▶ Raw data
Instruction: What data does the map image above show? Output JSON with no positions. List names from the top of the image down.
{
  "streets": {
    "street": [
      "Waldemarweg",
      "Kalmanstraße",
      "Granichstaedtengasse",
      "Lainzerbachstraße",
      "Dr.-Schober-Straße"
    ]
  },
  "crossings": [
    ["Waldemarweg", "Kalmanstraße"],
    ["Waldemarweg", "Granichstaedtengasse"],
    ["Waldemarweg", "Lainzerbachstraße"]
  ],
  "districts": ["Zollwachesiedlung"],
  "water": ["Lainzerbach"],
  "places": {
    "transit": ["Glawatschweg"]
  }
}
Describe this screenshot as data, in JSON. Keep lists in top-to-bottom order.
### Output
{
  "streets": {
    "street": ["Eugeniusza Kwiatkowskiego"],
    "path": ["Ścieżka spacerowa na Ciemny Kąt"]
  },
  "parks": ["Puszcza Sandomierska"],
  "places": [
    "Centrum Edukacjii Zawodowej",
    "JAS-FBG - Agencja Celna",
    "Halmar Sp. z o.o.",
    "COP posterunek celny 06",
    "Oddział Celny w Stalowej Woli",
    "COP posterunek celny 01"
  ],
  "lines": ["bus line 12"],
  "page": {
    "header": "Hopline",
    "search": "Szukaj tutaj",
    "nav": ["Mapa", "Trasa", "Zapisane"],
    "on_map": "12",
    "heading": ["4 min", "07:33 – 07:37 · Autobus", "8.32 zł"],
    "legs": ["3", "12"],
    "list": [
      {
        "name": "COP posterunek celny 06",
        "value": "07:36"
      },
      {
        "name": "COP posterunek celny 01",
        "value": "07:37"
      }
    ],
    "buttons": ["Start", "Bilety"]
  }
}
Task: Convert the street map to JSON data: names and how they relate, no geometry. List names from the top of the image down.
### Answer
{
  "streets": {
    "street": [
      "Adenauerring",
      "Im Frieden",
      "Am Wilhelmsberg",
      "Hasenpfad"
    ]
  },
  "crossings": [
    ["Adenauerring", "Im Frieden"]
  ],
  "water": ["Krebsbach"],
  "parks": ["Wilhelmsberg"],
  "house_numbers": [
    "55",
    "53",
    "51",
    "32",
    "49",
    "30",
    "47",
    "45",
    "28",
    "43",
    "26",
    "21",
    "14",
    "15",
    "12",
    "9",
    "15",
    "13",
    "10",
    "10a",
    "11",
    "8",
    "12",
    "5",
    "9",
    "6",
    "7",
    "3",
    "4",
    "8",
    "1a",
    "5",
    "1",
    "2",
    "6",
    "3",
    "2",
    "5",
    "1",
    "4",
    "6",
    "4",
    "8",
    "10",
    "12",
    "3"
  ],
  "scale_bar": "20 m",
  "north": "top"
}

▶ Task goal
Beginning at the line with "Describe this screenshot" and ending at the line with "Task: Convert the", reproduce each line of the data above exactly, and add no other lines.

▶ Solution to this problem
Describe this screenshot as data, in JSON. Keep lists in top-to-bottom order.
### Output
{
  "streets": {
    "street": ["Eugeniusza Kwiatkowskiego"],
    "path": ["Ścieżka spacerowa na Ciemny Kąt"]
  },
  "parks": ["Puszcza Sandomierska"],
  "places": [
    "Centrum Edukacjii Zawodowej",
    "JAS-FBG - Agencja Celna",
    "Halmar Sp. z o.o.",
    "COP posterunek celny 06",
    "Oddział Celny w Stalowej Woli",
    "COP posterunek celny 01"
  ],
  "lines": ["bus line 12"],
  "page": {
    "header": "Hopline",
    "search": "Szukaj tutaj",
    "nav": ["Mapa", "Trasa", "Zapisane"],
    "on_map": "12",
    "heading": ["4 min", "07:33 – 07:37 · Autobus", "8.32 zł"],
    "legs": ["3", "12"],
    "list": [
      {
        "name": "COP posterunek celny 06",
        "value": "07:36"
      },
      {
        "name": "COP posterunek celny 01",
        "value": "07:37"
      }
    ],
    "buttons": ["Start", "Bilety"]
  }
}
Task: Convert the street map to JSON data: names and how they relate, no geometry. List names from the top of the image down.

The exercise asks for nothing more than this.